-- EXTRACTED ENTRIES follows --

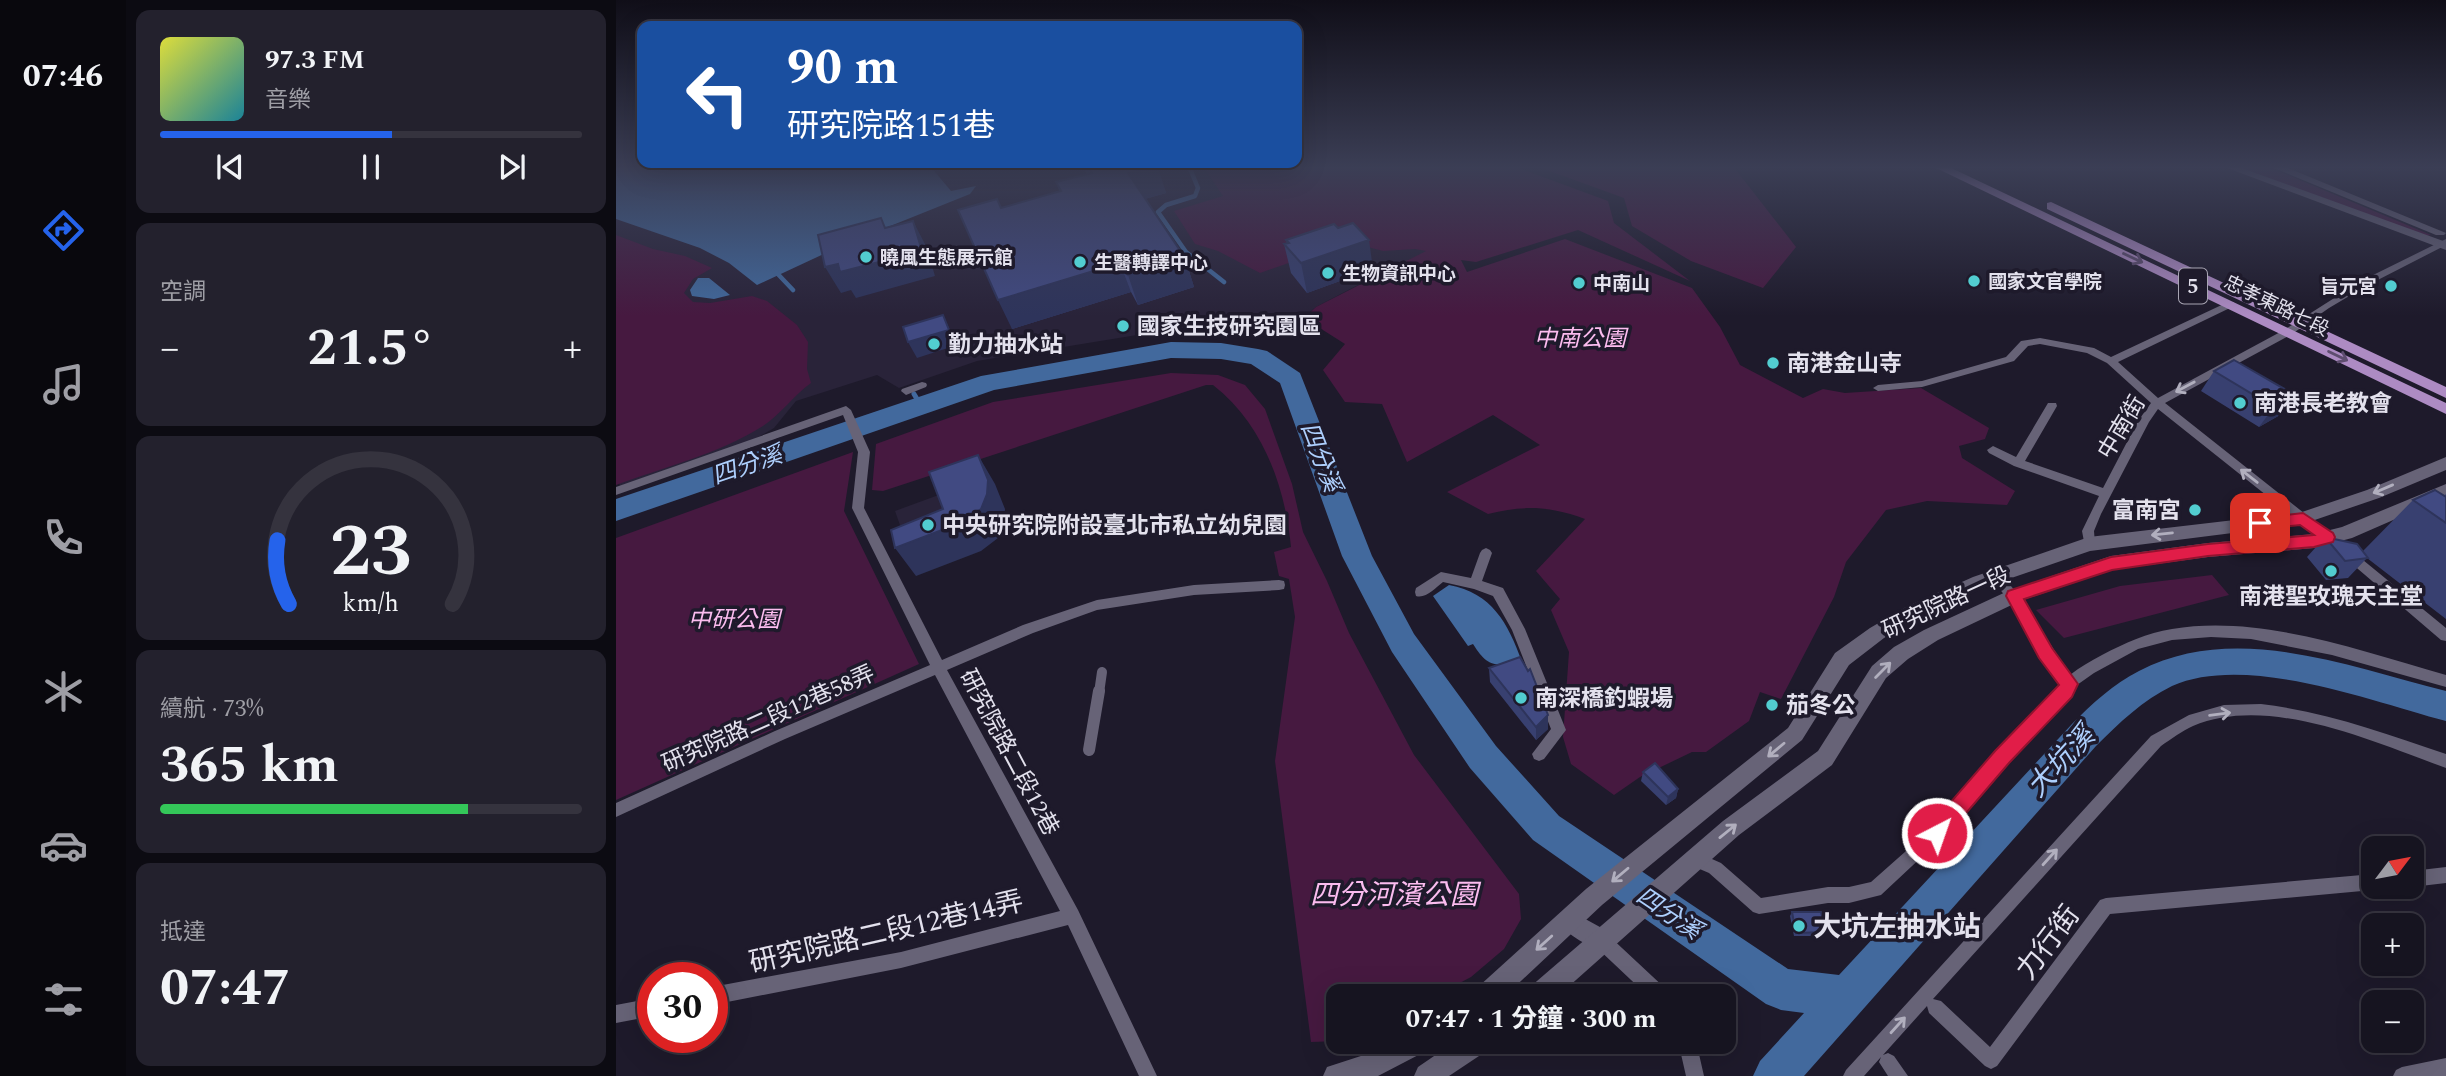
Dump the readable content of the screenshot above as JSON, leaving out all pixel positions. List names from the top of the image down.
{
  "streets": {
    "main road": ["5", "忠孝東路七段", "研究院路一段"],
    "street": [
      "中南街",
      "研究院路二段12巷58弄",
      "研究院路二段12巷",
      "研究院路二段12巷14弄",
      "力行街"
    ]
  },
  "crossings": [
    ["忠孝東路七段", "中南街"],
    ["中南街", "研究院路一段"],
    ["研究院路二段12巷58弄", "研究院路二段12巷"],
    ["研究院路二段12巷", "研究院路二段12巷14弄"]
  ],
  "water": ["四分溪", "大坑溪"],
  "parks": ["中南公園", "中研公園", "四分河濱公園"],
  "places": [
    "曉風生態展示館",
    "生醫轉譯中心",
    "生物資訊中心",
    "國家文官學院",
    "中南山",
    "旨元宮",
    "國家生技研究園區",
    "勤力抽水站",
    "南港金山寺",
    "南港長老教會",
    "富南宮",
    "中央研究院附設臺北市私立幼兒園",
    "南港聖玫瑰天主堂",
    "南深橋釣蝦場",
    "茄冬公",
    "大坑左抽水站"
  ],
  "north": "top right",
  "page": {
    "tabs": "07:46",
    "turn": ["90 m", "研究院路151巷"],
    "song": ["97.3 FM", "音樂"],
    "tile": [
      "空調",
      ["續航 · 73%", "365 km"],
      ["抵達", "07:47"]
    ],
    "heat": ["−", "21.5°", "+"],
    "map_buttons": ["+", "−"],
    "limit": "30",
    "trip": "07:47 · 1 分鐘 · 300 m",
    "gauge": ["23", "km/h"]
  }
}
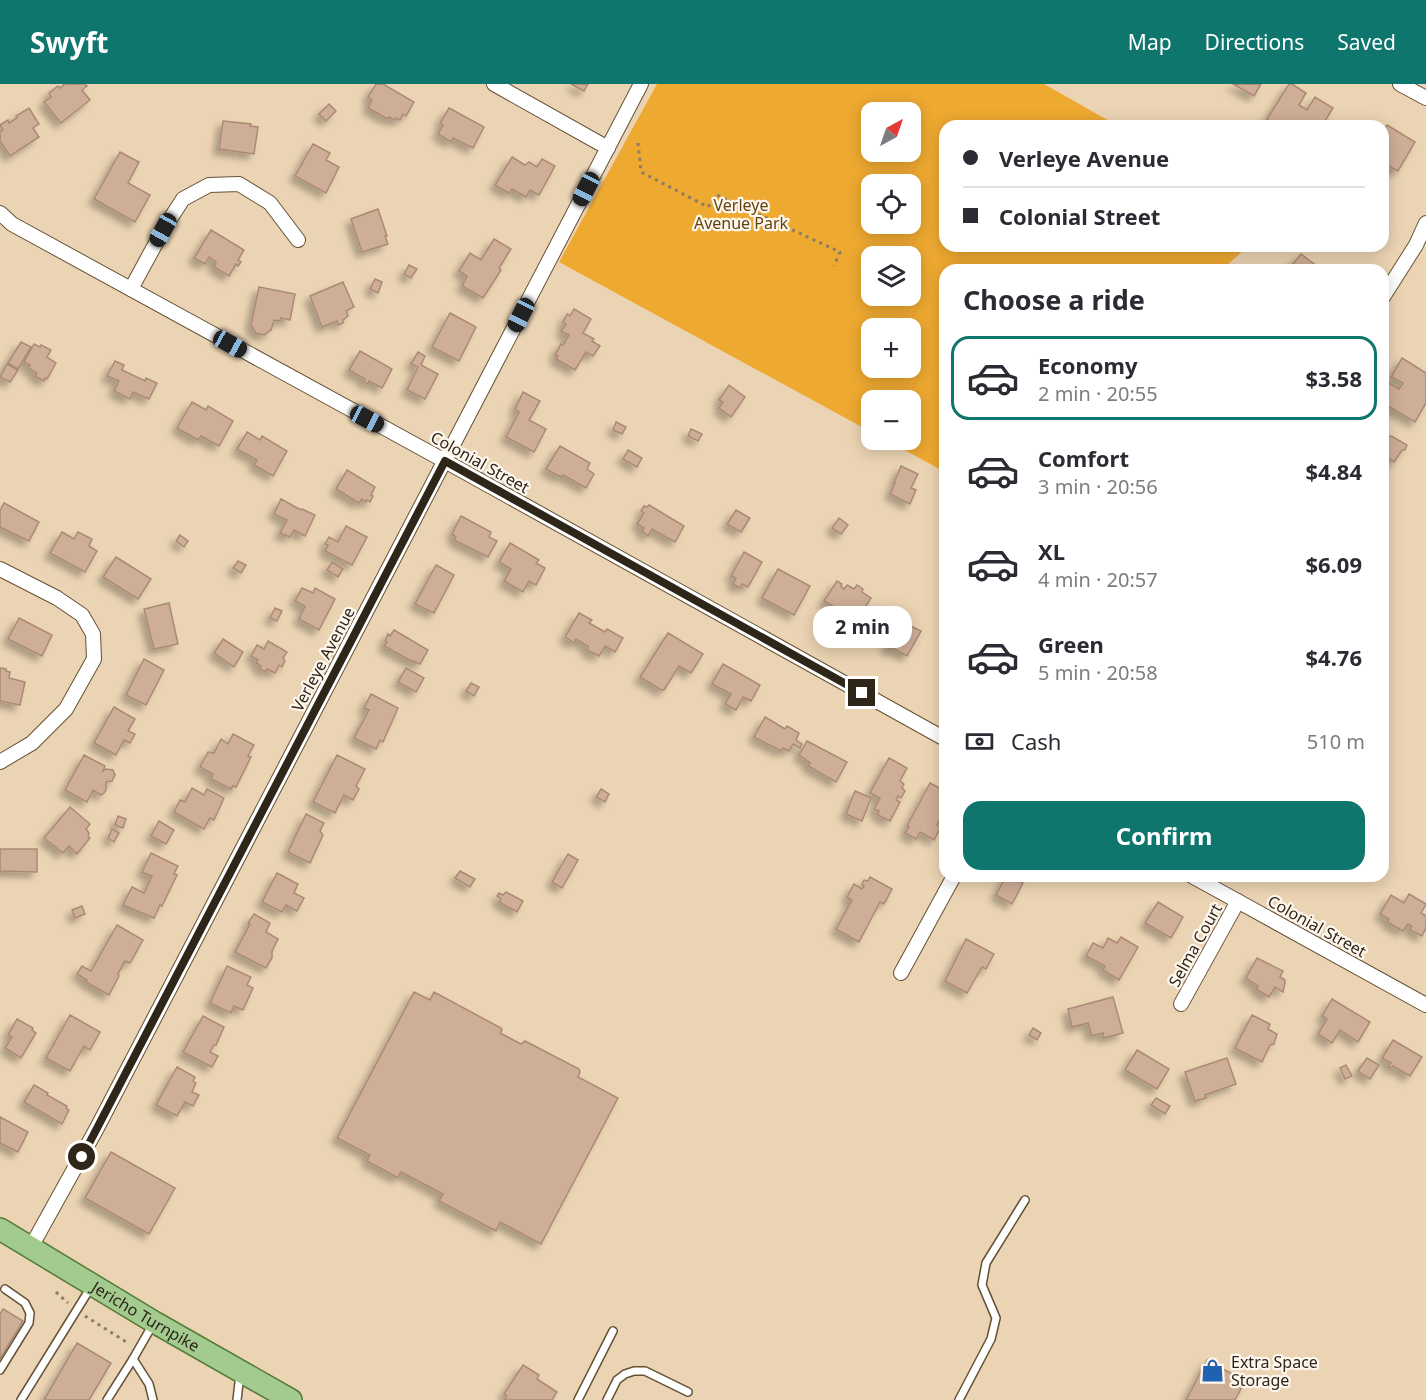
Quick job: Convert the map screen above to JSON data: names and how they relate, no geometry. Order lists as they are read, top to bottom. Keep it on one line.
{"streets":{"main road":["Jericho Turnpike"],"street":["Colonial Street","Verleye Avenue","Selma Court"]},"crossings":[["Colonial Street","Verleye Avenue"],["Colonial Street","Selma Court"],["Verleye Avenue","Jericho Turnpike"]],"parks":["Verleye Avenue Park"],"places":{"shop":["Extra Space Storage"]},"north":"top right","page":{"header":"Swyft","nav":["Map","Directions","Saved"],"map_buttons":["+","−"],"banner":["Verleye Avenue","Colonial Street"],"heading":"Choose a ride","list":[{"name":"Economy","note":"2 min · 20:55","value":"$3.58"},{"name":"Comfort","note":"3 min · 20:56","value":"$4.84"},{"name":"XL","note":"4 min · 20:57","value":"$6.09"},{"name":"Green","note":"5 min · 20:58","value":"$4.76"}],"bubble":"2 min","pay":["Cash","510 m"],"buttons":"Confirm"}}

-- EXTRACTED ENTRIES concluded --

• WORK ORDER: In which lines of the records does the word "crossings" appear? Copy each of them.

• RESPONSE TO THE TASK:
  "crossings": [
{"streets":{"main road":["Jericho Turnpike"],"street":["Colonial Street","Verleye Avenue","Selma Court"]},"crossings":[["Colonial Street","Verleye Avenue"],["Colonial Street","Selma Court"],["Verleye Avenue","Jericho Turnpike"]],"parks":["Verleye Avenue Park"],"places":{"shop":["Extra Space Storage"]},"north":"top right","page":{"header":"Swyft","nav":["Map","Directions","Saved"],"map_buttons":["+","−"],"banner":["Verleye Avenue","Colonial Street"],"heading":"Choose a ride","list":[{"name":"Economy","note":"2 min · 20:55","value":"$3.58"},{"name":"Comfort","note":"3 min · 20:56","value":"$4.84"},{"name":"XL","note":"4 min · 20:57","value":"$6.09"},{"name":"Green","note":"5 min · 20:58","value":"$4.76"}],"bubble":"2 min","pay":["Cash","510 m"],"buttons":"Confirm"}}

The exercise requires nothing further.